Di "Lucia di Lammermoor" ne ha viste almeno una dozzina, "alcune anche belle come quella alla Scala non molti anni fa", e non a caso è la sua opera "preferita". Gianni Amelio, il regista de "Lamerica" e "Il ladro di bambini", firma la sua terza opera lirica (dopo "Pagliacci" e "Il tabarro", 1995, al Carlo Felice in collaborazione con Gianandrea Gavazzeni) per il teatro di San Carlo di Napoli. Il suo primo approccio con il melodramma, rivela, a 16 anni, al Politeama di Catanzaro, "una giornata gelida, dei 400 posti solo 80 coperti, e quattro da noi studenti, nell'unico palco 'vivo' perché gli altri erano vuoti. Se il tenore di 'Trovatore' ha avuto il conforto del bis, è stato per il nostro appaluso". Gianni Amelio dunque melomane? "Diciamo che quando posso, corro", si schernisce. La sua cifra per l'allestimento sancarliano è tutta in una considerazione: "Sono al servizio di Gaetano Donizetti, non credo che nel caso di un'opera un regista debba farsi avanti a gomitate. Può dare la sua chiave di lettura, invece, essere tramite per lo spettatore".

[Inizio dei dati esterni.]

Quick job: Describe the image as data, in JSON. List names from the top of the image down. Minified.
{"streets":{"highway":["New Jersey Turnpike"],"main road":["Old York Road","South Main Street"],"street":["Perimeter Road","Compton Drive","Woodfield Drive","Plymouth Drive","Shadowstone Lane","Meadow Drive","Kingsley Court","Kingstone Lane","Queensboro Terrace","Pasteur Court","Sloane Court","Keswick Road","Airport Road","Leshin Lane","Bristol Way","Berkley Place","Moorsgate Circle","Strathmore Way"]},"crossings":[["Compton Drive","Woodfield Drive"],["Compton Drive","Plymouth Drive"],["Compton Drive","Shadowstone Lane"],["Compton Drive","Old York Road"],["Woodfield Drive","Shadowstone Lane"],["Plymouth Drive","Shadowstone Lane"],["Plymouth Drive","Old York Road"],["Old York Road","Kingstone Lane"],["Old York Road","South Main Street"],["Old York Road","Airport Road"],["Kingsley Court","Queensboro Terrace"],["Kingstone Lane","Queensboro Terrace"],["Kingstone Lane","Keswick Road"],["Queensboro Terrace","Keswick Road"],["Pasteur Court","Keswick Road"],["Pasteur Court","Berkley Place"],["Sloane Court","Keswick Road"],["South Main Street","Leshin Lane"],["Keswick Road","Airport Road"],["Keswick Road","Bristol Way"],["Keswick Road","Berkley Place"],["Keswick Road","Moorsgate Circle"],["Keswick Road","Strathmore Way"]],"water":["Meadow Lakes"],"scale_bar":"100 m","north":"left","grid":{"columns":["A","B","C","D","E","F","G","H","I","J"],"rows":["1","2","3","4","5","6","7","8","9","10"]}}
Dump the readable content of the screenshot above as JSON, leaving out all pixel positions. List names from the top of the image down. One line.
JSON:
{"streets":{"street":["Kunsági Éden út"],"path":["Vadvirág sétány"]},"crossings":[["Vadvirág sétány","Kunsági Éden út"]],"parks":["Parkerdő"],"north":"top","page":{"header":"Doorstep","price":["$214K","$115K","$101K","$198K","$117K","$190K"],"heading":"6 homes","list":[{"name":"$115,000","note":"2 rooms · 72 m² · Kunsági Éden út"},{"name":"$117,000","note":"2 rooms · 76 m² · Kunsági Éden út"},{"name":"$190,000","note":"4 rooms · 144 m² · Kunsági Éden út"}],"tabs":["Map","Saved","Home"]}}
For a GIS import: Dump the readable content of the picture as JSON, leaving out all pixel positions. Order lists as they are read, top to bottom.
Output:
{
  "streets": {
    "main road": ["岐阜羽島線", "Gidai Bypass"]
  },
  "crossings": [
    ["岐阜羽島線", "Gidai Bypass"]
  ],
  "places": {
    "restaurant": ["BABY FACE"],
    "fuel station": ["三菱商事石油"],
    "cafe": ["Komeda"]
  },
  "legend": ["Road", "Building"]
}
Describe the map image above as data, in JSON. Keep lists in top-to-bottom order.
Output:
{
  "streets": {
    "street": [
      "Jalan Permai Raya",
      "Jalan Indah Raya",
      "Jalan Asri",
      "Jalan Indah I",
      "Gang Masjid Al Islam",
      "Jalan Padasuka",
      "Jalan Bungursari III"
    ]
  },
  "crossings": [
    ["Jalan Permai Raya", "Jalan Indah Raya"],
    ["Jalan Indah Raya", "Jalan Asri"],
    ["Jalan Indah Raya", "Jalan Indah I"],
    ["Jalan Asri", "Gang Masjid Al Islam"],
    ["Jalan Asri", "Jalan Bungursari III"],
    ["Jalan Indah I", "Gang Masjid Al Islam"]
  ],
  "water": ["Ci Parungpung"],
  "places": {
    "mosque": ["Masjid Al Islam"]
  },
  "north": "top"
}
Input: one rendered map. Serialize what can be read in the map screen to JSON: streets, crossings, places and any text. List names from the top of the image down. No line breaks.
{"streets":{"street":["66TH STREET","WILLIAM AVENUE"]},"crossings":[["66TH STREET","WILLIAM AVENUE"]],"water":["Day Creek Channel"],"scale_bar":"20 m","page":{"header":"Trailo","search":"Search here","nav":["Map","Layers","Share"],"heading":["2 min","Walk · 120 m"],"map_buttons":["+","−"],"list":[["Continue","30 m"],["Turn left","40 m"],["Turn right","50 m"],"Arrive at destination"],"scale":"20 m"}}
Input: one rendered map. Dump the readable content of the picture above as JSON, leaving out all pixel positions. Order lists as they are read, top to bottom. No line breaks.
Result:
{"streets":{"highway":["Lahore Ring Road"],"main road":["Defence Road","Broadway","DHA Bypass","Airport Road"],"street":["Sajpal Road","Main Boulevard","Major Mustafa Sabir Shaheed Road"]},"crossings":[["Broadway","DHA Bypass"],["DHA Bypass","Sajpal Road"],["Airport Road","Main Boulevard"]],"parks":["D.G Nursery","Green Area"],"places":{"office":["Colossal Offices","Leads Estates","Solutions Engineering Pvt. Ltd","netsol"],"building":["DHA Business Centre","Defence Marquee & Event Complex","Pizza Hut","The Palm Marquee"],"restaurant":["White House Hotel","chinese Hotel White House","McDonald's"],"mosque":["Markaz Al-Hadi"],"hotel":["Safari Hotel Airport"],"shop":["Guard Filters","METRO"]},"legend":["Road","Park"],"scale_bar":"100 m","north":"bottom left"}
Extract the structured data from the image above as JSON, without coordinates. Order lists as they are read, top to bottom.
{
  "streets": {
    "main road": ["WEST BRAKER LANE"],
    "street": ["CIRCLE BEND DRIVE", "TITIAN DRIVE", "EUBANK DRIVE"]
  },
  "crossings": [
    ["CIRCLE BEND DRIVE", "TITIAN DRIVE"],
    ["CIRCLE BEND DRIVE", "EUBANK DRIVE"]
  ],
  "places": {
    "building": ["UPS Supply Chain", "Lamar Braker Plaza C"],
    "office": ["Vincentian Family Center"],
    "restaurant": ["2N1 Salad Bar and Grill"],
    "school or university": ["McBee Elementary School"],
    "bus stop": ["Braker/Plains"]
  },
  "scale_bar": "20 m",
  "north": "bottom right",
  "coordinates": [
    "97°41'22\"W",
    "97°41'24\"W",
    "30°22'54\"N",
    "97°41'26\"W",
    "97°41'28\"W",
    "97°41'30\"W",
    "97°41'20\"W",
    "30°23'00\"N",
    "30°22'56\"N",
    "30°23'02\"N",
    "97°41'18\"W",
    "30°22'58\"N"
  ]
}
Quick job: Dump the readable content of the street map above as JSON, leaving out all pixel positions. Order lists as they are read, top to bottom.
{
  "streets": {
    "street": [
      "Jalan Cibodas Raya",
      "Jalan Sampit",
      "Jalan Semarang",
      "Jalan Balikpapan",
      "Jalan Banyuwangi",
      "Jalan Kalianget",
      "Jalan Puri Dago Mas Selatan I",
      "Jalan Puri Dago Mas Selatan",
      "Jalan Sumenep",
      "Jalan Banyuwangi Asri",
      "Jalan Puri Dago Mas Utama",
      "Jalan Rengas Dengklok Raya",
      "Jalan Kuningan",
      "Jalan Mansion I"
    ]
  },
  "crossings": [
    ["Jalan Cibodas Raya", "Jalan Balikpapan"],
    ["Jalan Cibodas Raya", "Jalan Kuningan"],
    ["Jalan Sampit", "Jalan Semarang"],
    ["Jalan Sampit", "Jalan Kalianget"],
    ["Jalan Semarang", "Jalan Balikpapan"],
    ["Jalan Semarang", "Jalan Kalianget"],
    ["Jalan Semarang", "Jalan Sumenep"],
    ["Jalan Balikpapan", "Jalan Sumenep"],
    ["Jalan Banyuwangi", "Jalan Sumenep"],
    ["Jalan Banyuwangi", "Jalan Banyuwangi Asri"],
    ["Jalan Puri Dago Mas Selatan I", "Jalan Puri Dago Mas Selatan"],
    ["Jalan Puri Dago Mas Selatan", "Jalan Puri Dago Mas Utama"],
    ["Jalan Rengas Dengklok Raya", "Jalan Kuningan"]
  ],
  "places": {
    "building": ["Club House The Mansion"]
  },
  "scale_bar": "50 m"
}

E Amelio promette "3-4 proposte mie" nella lettura del melodramma ottocentesco su libretto di Salvatore Cammarano ("io lo trovo un librettista abile, tutt'altro che banale", avverte), una delle quali proprio nel primo atto, quando l'arpa introduce a una diversa atmosfera intorno alla figura di Lucia. "Amiamo Donizetti, e ci piace obbedire a lui - spiega - questa del resto è stata anche la molla dell'intesa che si è creata con il direttore d'orchestra, Nello Santi". Direttore e cantanti, sostiene, vengono prima di lui in questo lavoro "di interpretazione e restituzione al pubblico moderno di un'opera di due secoli fa" che è contraddistinto dall'"armonia" cui è approdata questa produzione. E racconta compiaciuto come lo spunto della sua azione gli sia arrivato da un conversazione con la nipotina di 8 anni, felice di aver visto il donizettiano "Elisir d'amore". "Nonno - spiega - attento che si dice lagrima e non lacrima”, mi ha detto dopo aver cantato entusiasta la romanza di Nemorino. Il senso di questo suo insegnamento era cercare di rispettare ciò che è stato detto o fatto anche se c'è stridore con la modernità".